Amazon, Meta, Microsoft and Linux launch an open source “Google Maps”

It was by understanding a little earlier than the others that putting on online cartography was a major strategy that Google succeeded in imposing Google Maps everywhere, and its ecosystem of services. Without there really being alternatives that stand the comparison. Even the best retroceded projects, such as the Maps application maintained by Apple, are at a less precise (and therefore useful) date than the application developed by Google.

However, the success of the Google Maps application is not surprising. the first representations published since the 6th ret 5th century before our era, the maps always had a deep impact on the territories of the world, the place of the territories and their interactions. Maps today are not limited to depicting cities, mountainous topographies or dangerous sandbanks in straits and near shores.

Big tech is getting organized to launch a completely free alternative to Google Maps

Maps can describe virtual worlds, and many wonder what ways of interacting with cartography can still be developed. While Google’s control over its application implies, by definition, arbitrary choices and the impossibility of developing improved variants yourself. There is also the essential question of the development of specialized cards for self-driving cars.

So many elements that are essential for certain players, the advent of an open alternative, which could innovate for as many people as possible, and thus open the next chapter of online mapping. A base that implies simplified access to data, and better interoperability. That’s why Amazon Web Services (AWS), Meta, Microsoft and TomTom are announcing with the Linux Foundation the launch of Overture Maps Foundation.

To conclude for their purposes, the actors of the project will pool existing data and aggregate them with data from other open source mapping projects such as OpenStreetMap and free access cadastral data.

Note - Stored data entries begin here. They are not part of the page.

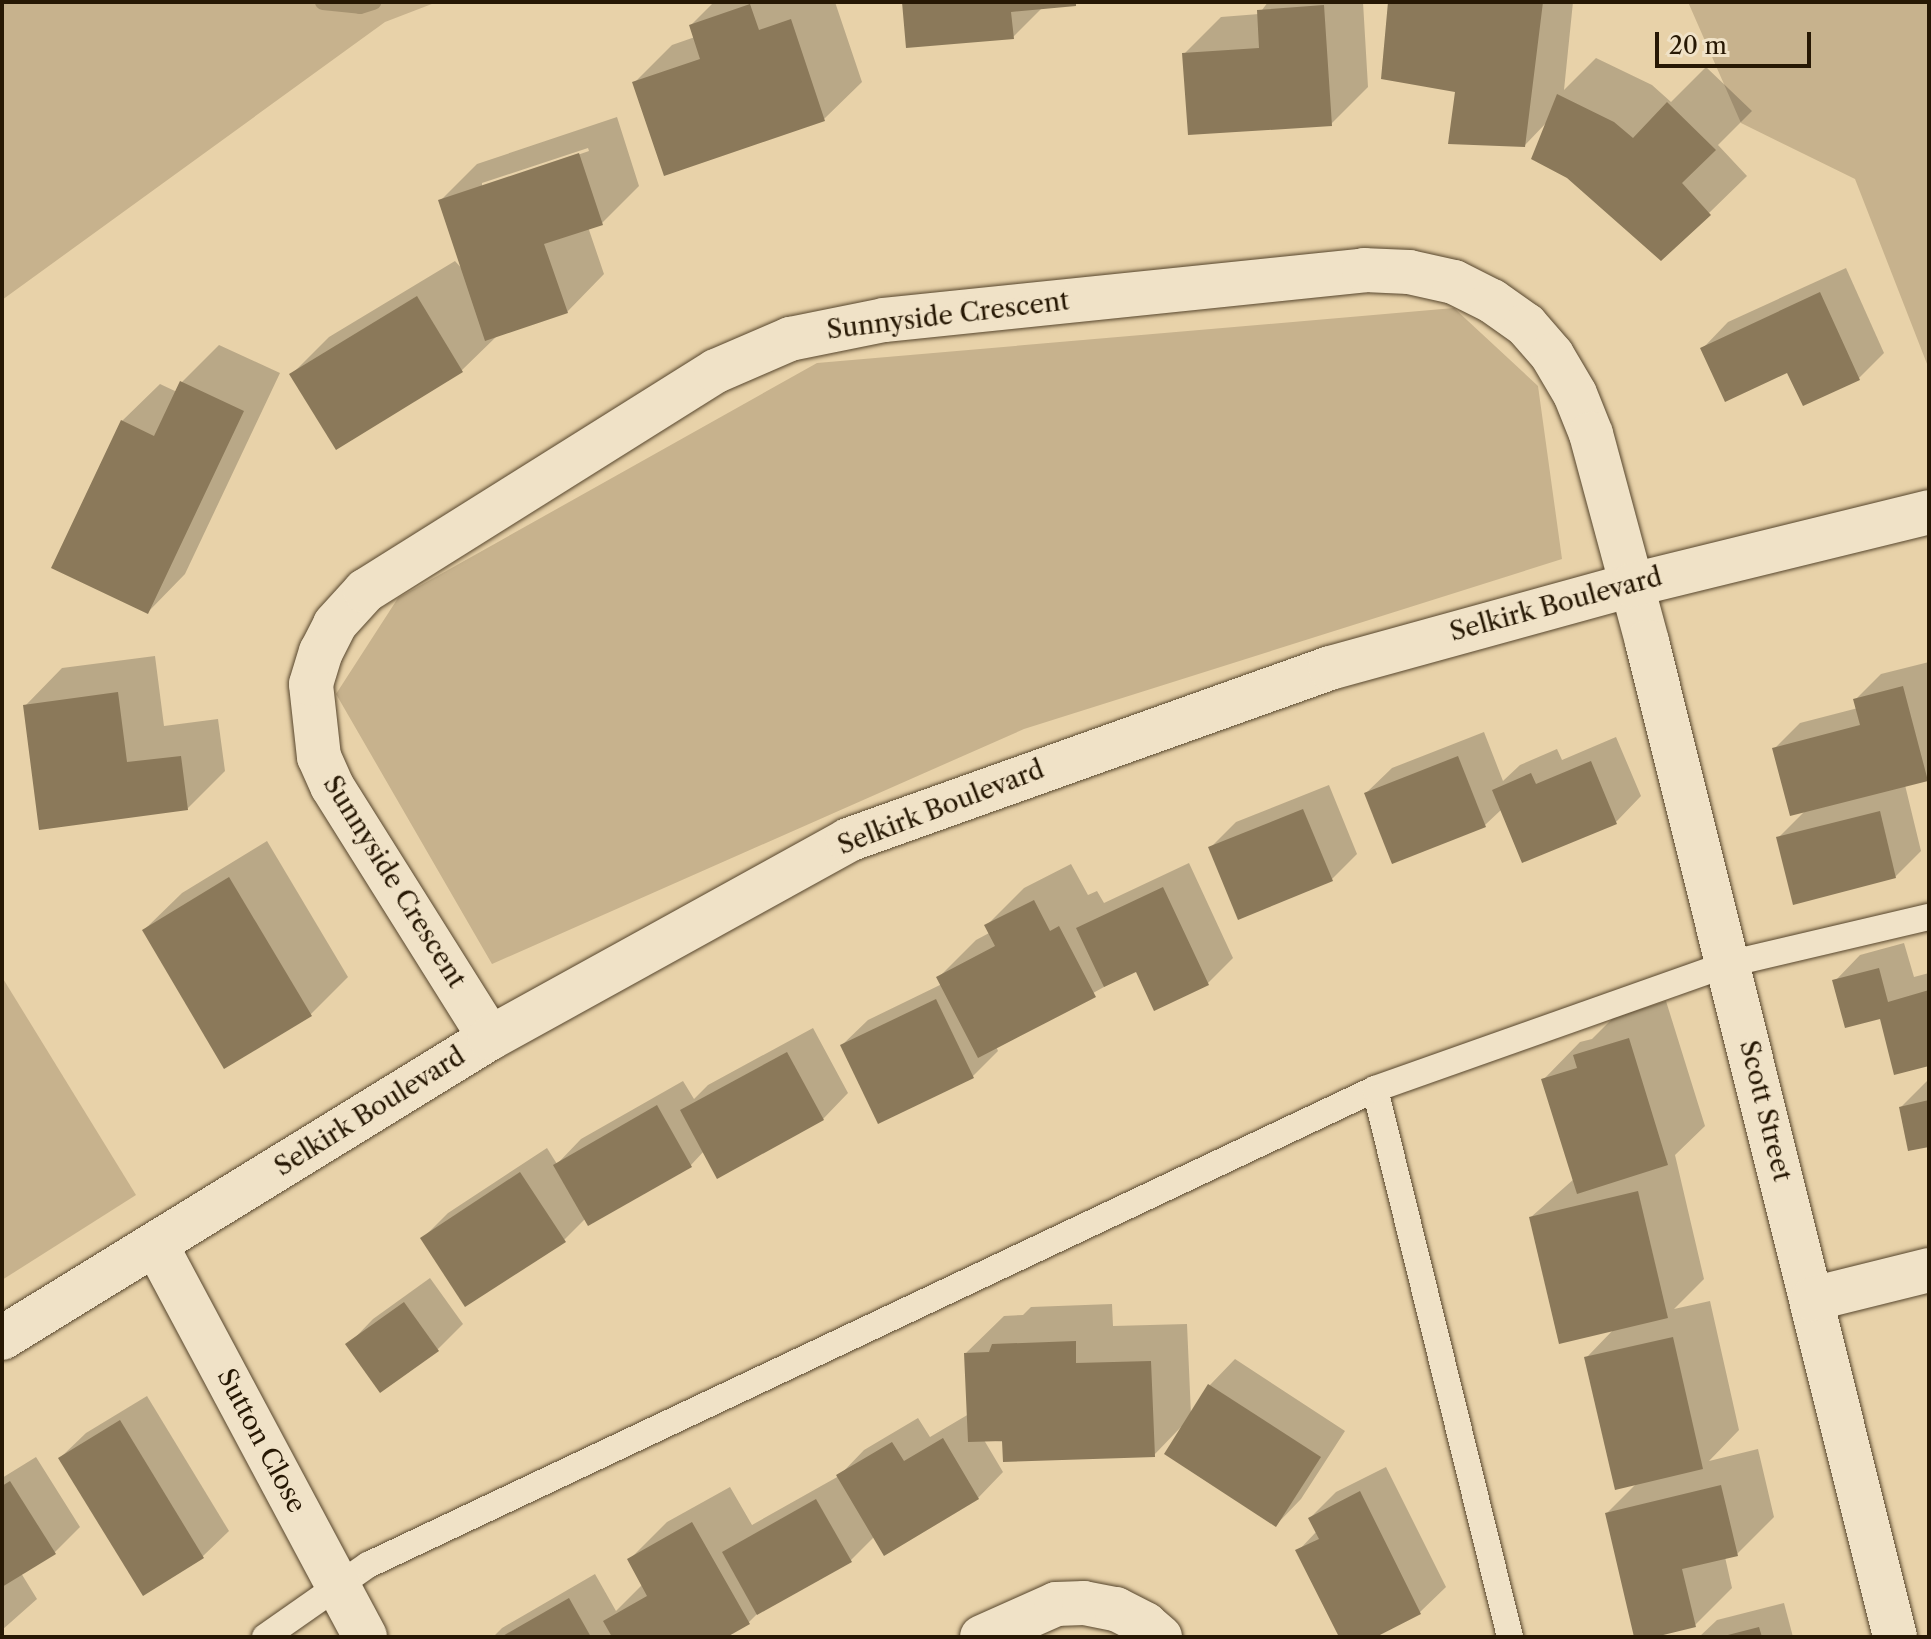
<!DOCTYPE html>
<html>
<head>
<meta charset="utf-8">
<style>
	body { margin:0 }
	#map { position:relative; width:1931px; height:1639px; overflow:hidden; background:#e8d2a9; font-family:"Libre Caslon Text",serif }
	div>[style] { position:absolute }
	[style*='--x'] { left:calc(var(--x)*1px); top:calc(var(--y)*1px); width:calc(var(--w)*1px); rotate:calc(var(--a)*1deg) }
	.green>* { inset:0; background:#c7b28d }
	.shadow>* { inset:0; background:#0003 }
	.stream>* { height:16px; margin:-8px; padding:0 8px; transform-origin:8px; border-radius:8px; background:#a69371 }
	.building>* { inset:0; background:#8b795a }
	.roads { filter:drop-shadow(0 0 2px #57462d) drop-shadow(0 0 2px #57462d) }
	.service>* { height:26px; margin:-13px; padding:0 13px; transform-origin:13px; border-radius:13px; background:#f0e2c7 }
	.minor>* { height:44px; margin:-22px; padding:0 22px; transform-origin:22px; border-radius:22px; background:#f0e2c7 }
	span { translate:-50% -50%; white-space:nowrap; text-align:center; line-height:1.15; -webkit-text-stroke:6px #f0e2c7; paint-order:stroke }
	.street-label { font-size:26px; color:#271804 }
	.frame { position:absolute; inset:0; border:4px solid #271804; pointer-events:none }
	.scale { position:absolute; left:1655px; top:32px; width:156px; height:36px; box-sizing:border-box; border:4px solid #271804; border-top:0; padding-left:10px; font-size:24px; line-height:28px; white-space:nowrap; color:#271804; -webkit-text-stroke:6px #f0e2c7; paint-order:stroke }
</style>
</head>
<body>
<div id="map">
	<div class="green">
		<i style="clip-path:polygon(2px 2px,437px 2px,385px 22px,2px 300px)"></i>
		<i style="clip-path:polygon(1688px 2px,1929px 2px,1929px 369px,1855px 179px,1741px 123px)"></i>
		<i style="clip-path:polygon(1454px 308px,1538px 386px,1562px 559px,1024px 729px,492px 964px,336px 694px,398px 598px,817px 363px)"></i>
		<i style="clip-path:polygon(2px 977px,136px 1195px,2px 1280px)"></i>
	</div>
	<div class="shadow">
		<i style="clip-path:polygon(714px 2px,835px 2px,862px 82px,824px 119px,635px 82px,672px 45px,695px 37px,691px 25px)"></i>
		<i style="clip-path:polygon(904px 2px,1077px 2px,1043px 7px,1013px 37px)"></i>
		<i style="clip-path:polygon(1268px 2px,1363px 2px,1368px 87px,1331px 124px,1184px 54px,1221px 17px,1259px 14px)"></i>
		<i style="clip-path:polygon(1390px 2px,1573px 2px,1564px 90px,1596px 58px,1652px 85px,1671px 102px,1706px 67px,1752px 111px,1718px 145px,1747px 176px,1709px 213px,1548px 121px,1525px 145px,1458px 90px)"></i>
		<i style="clip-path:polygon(evenodd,617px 117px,639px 186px,602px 223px,588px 227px,604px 274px,567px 312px,498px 335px,461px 371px,292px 374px,329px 337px,455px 261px,464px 271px,440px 201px,477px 164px,617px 117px,588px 148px,589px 151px,482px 188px,482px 183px,588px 148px)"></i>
		<i style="clip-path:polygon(1846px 268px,1884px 353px,1859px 378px,1788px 370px,1703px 348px,1728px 322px)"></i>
		<i style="clip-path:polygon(219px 345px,280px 373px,185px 574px,148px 612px,122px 421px,160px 384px,177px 392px,182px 382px)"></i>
		<i style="clip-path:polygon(155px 656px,164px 726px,218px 719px,225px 771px,187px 809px,25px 706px,62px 668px)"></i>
		<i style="clip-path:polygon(1929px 662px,1929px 777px,1905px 785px,1921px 851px,1895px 877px,1778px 838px,1806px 810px,1774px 749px,1800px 723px,1858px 708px,1855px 700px,1881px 674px)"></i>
		<i style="clip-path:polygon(1484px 732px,1503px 781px,1520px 765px,1557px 749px,1562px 760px,1616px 737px,1641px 796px,1616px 822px,1502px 809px,1485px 825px,1366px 793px,1392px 768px)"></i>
		<i style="clip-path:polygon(1329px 785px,1357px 854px,1332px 879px,1210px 848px,1236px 822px)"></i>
		<i style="clip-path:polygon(267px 841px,348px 977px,310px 1015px,144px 930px,182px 893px)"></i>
		<i style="clip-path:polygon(1189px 863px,1233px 958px,1207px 984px,1137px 969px,996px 1046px,998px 1051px,973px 1076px,842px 1045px,868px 1020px,942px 984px,939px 977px,976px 940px,991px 932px,987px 925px,1024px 888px,1071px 864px,1088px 895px,1097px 891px,1104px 903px)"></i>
		<i style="clip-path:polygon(1904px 943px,1914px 977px,1929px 973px,1929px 1064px,1881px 1016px,1835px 981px,1860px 955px)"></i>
		<i style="clip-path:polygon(1666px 1001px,1705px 1126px,1675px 1155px,1704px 1279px,1674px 1309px,1710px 1301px,1739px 1430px,1709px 1461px,1758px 1449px,1774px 1517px,1737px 1554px,1725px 1557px,1732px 1588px,1695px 1625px,1636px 1637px,1607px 1513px,1638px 1482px,1586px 1358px,1615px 1328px,1531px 1217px,1574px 1179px,1543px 1080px,1580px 1042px,1592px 1039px,1613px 1018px)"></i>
		<i style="clip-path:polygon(813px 1028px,848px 1093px,823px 1119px,704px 1151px,691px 1165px,586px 1218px,564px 1240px,423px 1238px,448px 1213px,547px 1148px,557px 1164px,581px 1139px,683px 1081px,694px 1099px,708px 1085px)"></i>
		<i style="clip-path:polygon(1929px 1079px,1929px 1145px,1901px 1107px)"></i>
		<i style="clip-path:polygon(430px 1278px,463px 1324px,438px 1349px,381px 1390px,348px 1345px,373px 1319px)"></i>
		<i style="clip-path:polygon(1112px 1304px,1113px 1326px,1187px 1324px,1191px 1415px,1210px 1385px,1235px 1359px,1345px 1431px,1301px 1499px,1276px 1525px,1181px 1427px,1154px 1455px,984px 1440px,1003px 1472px,978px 1498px,875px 1536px,851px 1560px,761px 1610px,748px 1623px,723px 1637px,493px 1637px,502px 1628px,595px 1574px,616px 1611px,643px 1584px,629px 1560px,667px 1522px,730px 1487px,752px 1525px,839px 1476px,864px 1450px,918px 1418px,930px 1437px,969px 1414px,966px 1353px,1004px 1316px,1023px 1315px,1031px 1307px)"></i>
		<i style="clip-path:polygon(147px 1396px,229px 1531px,203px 1556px,143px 1593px,60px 1458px,86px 1433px)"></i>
		<i style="clip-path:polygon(36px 1457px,80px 1527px,54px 1553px,21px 1573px,37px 1599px,2px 1630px,2px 1478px)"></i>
		<i style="clip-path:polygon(1386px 1467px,1446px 1587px,1420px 1612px,1372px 1637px,1341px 1637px,1298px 1551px,1317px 1531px,1310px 1518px,1336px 1492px)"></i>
		<i style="clip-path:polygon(1784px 1603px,1793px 1637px,1699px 1637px,1717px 1620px)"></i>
	</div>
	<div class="stream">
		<i style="--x:323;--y:2;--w:37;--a:6"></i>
		<i style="--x:360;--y:6;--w:14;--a:-17"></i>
	</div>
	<div class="building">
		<i style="clip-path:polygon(902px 2px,1076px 2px,1076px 6px,1011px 12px,1014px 39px,906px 48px)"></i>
		<i style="clip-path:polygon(1388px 2px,1543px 2px,1525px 147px,1448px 144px,1455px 92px,1381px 79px)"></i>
		<i style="clip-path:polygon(750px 4px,759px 30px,791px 19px,825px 121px,664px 176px,632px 82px,700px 59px,689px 25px)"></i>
		<i style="clip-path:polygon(1324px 5px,1332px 126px,1188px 135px,1182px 53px,1259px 48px,1257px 10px)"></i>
		<i style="clip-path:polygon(1557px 94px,1614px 122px,1633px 138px,1667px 102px,1716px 150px,1682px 183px,1711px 215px,1661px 261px,1567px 178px,1531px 159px)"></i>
		<i style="clip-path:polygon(579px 153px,603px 225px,544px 244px,568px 313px,485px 341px,438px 200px)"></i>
		<i style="clip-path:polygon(1820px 292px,1860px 380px,1803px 406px,1787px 373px,1725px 402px,1700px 348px)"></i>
		<i style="clip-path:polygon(417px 296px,463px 372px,336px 450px,289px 374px)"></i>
		<i style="clip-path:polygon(180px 381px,244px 411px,148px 614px,51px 568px,121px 420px,154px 436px)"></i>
		<i style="clip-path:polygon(1903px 686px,1928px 781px,1790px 816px,1772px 748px,1860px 725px,1853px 699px)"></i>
		<i style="clip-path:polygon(118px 692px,127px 762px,181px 756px,188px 810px,39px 830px,23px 705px)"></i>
		<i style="clip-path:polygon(1458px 756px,1486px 827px,1392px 864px,1364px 793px)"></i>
		<i style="clip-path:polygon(1591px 761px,1617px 824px,1522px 863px,1492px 790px,1531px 773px,1536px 784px)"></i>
		<i style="clip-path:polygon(1303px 809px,1333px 881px,1238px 920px,1208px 847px)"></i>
		<i style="clip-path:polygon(1880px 811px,1896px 878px,1793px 905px,1776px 837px)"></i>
		<i style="clip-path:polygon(229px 877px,312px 1016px,224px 1069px,142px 930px)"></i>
		<i style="clip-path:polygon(1163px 887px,1209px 985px,1154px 1011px,1136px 972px,1104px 987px,1076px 928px)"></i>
		<i style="clip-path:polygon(1034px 900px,1050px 931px,1059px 926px,1096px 997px,978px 1058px,936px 977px,995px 946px,984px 925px)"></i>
		<i style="clip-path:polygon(1879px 968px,1888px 1002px,1929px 990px,1929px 1066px,1894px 1075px,1880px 1019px,1845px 1028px,1832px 980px)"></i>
		<i style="clip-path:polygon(936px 999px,974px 1078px,878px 1124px,840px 1045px)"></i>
		<i style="clip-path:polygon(1629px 1038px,1668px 1165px,1577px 1194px,1541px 1079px,1577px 1068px,1573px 1055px)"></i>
		<i style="clip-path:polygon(787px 1052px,824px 1120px,717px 1179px,680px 1110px)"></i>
		<i style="clip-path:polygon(1929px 1100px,1929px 1147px,1908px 1151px,1899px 1107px)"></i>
		<i style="clip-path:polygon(657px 1105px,692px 1167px,588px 1226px,553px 1165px)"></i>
		<i style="clip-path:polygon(520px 1172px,566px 1242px,465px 1307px,420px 1238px)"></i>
		<i style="clip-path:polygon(1638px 1191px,1668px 1318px,1559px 1344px,1529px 1217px)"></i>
		<i style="clip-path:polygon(404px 1302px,439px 1351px,380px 1393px,345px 1344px)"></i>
		<i style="clip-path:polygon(1673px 1337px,1703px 1469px,1615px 1490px,1584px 1357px)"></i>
		<i style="clip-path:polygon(1076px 1341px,1076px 1363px,1151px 1361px,1155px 1457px,1003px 1462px,1002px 1441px,968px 1442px,964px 1353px,989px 1352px,992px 1344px)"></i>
		<i style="clip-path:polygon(1208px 1384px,1321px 1457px,1276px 1527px,1164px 1454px)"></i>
		<i style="clip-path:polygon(120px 1420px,204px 1558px,143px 1596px,58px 1458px)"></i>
		<i style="clip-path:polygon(943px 1438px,979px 1499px,884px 1556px,836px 1475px,892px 1442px,904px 1461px)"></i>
		<i style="clip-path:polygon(10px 1481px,56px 1554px,2px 1587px,2px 1486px)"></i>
		<i style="clip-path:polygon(1721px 1485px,1738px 1556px,1682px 1569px,1696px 1627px,1655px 1637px,1634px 1637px,1605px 1513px)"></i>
		<i style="clip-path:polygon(1360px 1491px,1421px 1614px,1376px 1637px,1339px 1637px,1295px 1550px,1319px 1539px,1308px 1518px)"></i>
		<i style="clip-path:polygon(816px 1499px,852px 1562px,757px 1615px,722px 1552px)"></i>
		<i style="clip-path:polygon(692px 1522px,750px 1624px,727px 1637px,612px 1637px,603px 1621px,647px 1596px,627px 1559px)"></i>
		<i style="clip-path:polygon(569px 1598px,591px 1637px,501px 1637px)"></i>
		<i style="clip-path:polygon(1759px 1627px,1762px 1637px,1724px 1637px,1724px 1636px)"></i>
	</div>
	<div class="roads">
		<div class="service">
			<i style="--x:1375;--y:1089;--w:564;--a:76.16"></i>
			<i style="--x:265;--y:1637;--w:126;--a:-35"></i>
			<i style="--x:368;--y:1565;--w:1114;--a:-25.3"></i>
			<i style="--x:1375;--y:1089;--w:374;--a:-19.5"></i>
			<i style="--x:1728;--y:964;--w:206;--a:-13.2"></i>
		</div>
		<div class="minor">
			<i style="--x:490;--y:1038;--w:297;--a:-122.1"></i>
			<i style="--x:332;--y:786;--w:32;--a:-114"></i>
			<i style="--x:319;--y:757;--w:73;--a:-96.3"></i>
			<i style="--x:311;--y:684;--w:34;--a:-73"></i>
			<i style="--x:321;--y:652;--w:31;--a:-63"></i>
			<i style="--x:335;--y:624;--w:45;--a:-47.7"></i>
			<i style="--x:365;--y:591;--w:414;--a:-32.1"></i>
			<i style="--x:716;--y:371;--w:81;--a:-23.4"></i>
			<i style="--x:790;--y:339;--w:96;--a:-11.4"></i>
			<i style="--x:884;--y:320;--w:483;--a:-5.9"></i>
			<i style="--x:1364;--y:270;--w:45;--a:2.5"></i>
			<i style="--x:1409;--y:272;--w:46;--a:12.5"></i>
			<i style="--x:1454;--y:282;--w:42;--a:26.6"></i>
			<i style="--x:1492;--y:301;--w:42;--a:35.2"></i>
			<i style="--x:1526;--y:325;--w:40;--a:49"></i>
			<i style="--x:1552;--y:355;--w:45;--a:59.5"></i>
			<i style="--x:1575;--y:394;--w:43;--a:68.2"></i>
			<i style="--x:1591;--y:434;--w:215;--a:74.9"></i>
			<i style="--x:1647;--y:642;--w:1025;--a:76"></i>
			<i style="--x:156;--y:1245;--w:444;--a:61.9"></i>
			<i style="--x:1812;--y:1299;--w:121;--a:-13.9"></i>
			<i style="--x:2;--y:1338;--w:573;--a:-31.58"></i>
			<i style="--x:490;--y:1038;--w:409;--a:-28.9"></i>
			<i style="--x:848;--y:840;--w:512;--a:-19.64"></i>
			<i style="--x:1330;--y:668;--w:313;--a:-15.4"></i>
			<i style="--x:1632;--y:585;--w:306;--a:-13.8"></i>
			<i style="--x:982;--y:1637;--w:81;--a:-24"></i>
			<i style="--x:1056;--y:1604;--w:28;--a:-2"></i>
			<i style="--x:1084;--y:1603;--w:33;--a:11"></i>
			<i style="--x:1116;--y:1609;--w:33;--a:27"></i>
			<i style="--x:1145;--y:1624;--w:20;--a:41"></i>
		</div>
	</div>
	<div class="street-label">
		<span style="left:948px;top:316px;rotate:-7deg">Sunnyside Crescent</span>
		<span style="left:1556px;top:605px;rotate:-15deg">Selkirk Boulevard</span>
		<span style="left:941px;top:808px;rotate:-21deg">Selkirk Boulevard</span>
		<span style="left:394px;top:882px;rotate:58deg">Sunnyside Crescent</span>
		<span style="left:1765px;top:1111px;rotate:76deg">Scott Street</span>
		<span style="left:370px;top:1112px;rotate:-32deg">Selkirk Boulevard</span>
		<span style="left:261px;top:1441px;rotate:62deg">Sutton Close</span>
	</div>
	<div class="frame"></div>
	<div class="scale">20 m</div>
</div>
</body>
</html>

The set will be fed with data from AI analysis. The actors of the project pursued in fact four objectives:

  • Collaborator to build the next generation of mapping platforms
  • Develop a unified reference system – i.e. a system that simplifies interoperability between various services
  • Ensure data quality through a validation process, error detection and vandalism
  • Develop an open issued data format and drive its widest adoption

A project manager points out that Overture is more of a platform, an infrastructure, than a single mapping service: “you will not be able to log in and request a comment from point A to point B”. But multiple third-party services could, instead, use this infrastructure to offer various mapping applications, whether classic (competitors of Google Maps) or more innovative (for example by taking advantage of mixed reality).